His craft was his identity, and his identity was his prison.

This book has given you a lens. A lens is like a compass. It tells you the direction but does not steer you through the storm. In Chapter 17, we acknowledged this limit. Reading is a necessary condition, not a sufficient one. Structural luck plays its part. The luck of timing plays its part.

Still, seeing is better than not seeing.

The question is not "Am I the Displaced or the Discerning?" The categories are not fixed. Crassus was displaced at Carrhae. Some descendants of the handloom weavers became factory supervisors in the Victorian golden age. The categories are fluid.
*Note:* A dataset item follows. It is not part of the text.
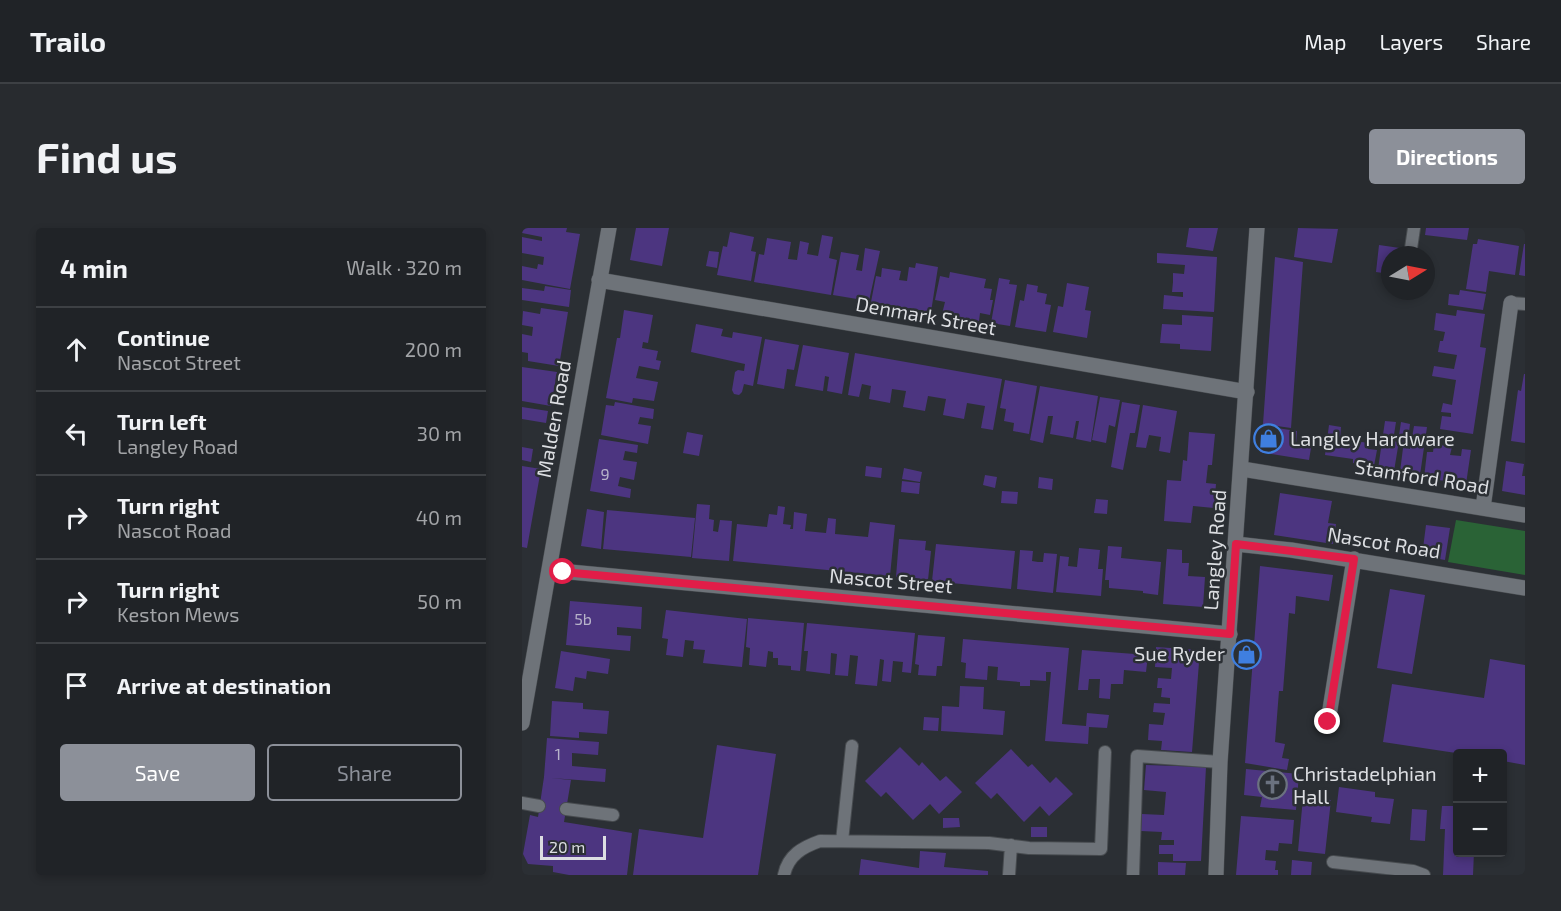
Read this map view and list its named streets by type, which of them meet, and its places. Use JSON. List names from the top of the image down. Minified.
{"streets":{"street":["Denmark Street","Malden Road","Stamford Road","Nascot Road","Langley Road","Nascot Street"]},"crossings":[["Denmark Street","Malden Road"],["Denmark Street","Langley Road"],["Malden Road","Nascot Street"],["Stamford Road","Langley Road"],["Nascot Road","Langley Road"],["Langley Road","Nascot Street"]],"places":{"shop":["Langley Hardware","Sue Ryder"],"church":["Christadelphian Hall"]},"house_numbers":["9","5b","1"],"scale_bar":"20 m","north":"right","page":{"header":"Trailo","nav":["Map","Layers","Share"],"buttons":["Directions",["Save","Share"]],"title":"Find us","heading":["4 min","Walk · 320 m"],"list":[["Continue","Nascot Street","200 m"],["Turn left","Langley Road","30 m"],["Turn right","Nascot Road","40 m"],["Turn right","Keston Mews","50 m"],"Arrive at destination"],"map_buttons":["+","−"],"scale":"20 m"}}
Three sharper questions remain.

First, to the individual. If AI fully replaces your current tools, does your competitive advantage survive? Arkwright lost his patent, but he did not lose his system. What do you have beyond the patent?

Second, to the collective. The historical base rate for institutional adaptation is sixty to sixty-four years. A child born during the handloom weavers' golden age died around 1850. When the Factory Act of 1833 took effect, he was twenty-eight — and wages had already fallen 82 percent. It was the grandchildren's generation that benefited from effective institutions.

"Equilibrium is eventually restored" is true. Real wages in Britain roughly doubled between 1850 and 1900. "Eventually" can mean a hundred years. Will you wait a hundred years, or will you demand that the base rate be shortened?

Third, to our moral sense. If you read the pattern but pursue only profit with no concern for the Displaced, how does that differ from Crassus? Crassus read the structure better than anyone. The problem was never the absence of reading. It was the direction of reading.

And so the final question this book asks is not "Are you the Displaced or the Discerning?"

It is: "Are you trying to own the fire brigade, or build the fire brigade?"

Crassus's private fire brigade was converted into a public one fifty-nine years later. During those fifty-nine years, who paid the cost of the buildings that burned, the people who signed at a fraction of their property's worth? History tells us "a public good is eventually created." Inside the word "eventually" are people who were never counted.

The fire brigade of the AI age is education, safety nets, the redistribution of opportunity. Who owns these things now determines the weight of those fifty-nine years. It is not hard to become Crassus. Read the pattern and you can. Building the Vigiles is hard. And that is this book's question.

This was a story about structure. And within structure, the one who chooses is the individual. Technology opened the possibilities. Capital and institutions determined the direction. That direction has not yet been decided.


6. The Final Scene

Chapter 1 laid out the same structure across three eras.

Productivity explodes.

Wealth concentrates in the hands of the few.

Some are displaced. Others read the change.

Institutions fail to keep pace.

The fourth quatrain has not yet been written.

Crassus waited for fires. Arkwright built a system. The AI native redesigned workflows and built large-scale businesses with small teams. All three read the structure.

The displaced smallholder lost his land. The handloom weaver lost 82 percent of his wages. The translator lost her words. All three were swallowed by the structure.

Without the Displaced, there would have been no Discerning.

And it took fifty-nine years, but the Vigiles were established. Crassus's private fire brigade vanished, and a public fire service for every citizen of Rome took its place. It came through civil war, dictatorship, and the death of the Republic. But it came.

There is a fire ahead of us, too.

This time, can we build the fire brigade before the building burns?

History does not answer this question. It only tells us that now is the time to ask.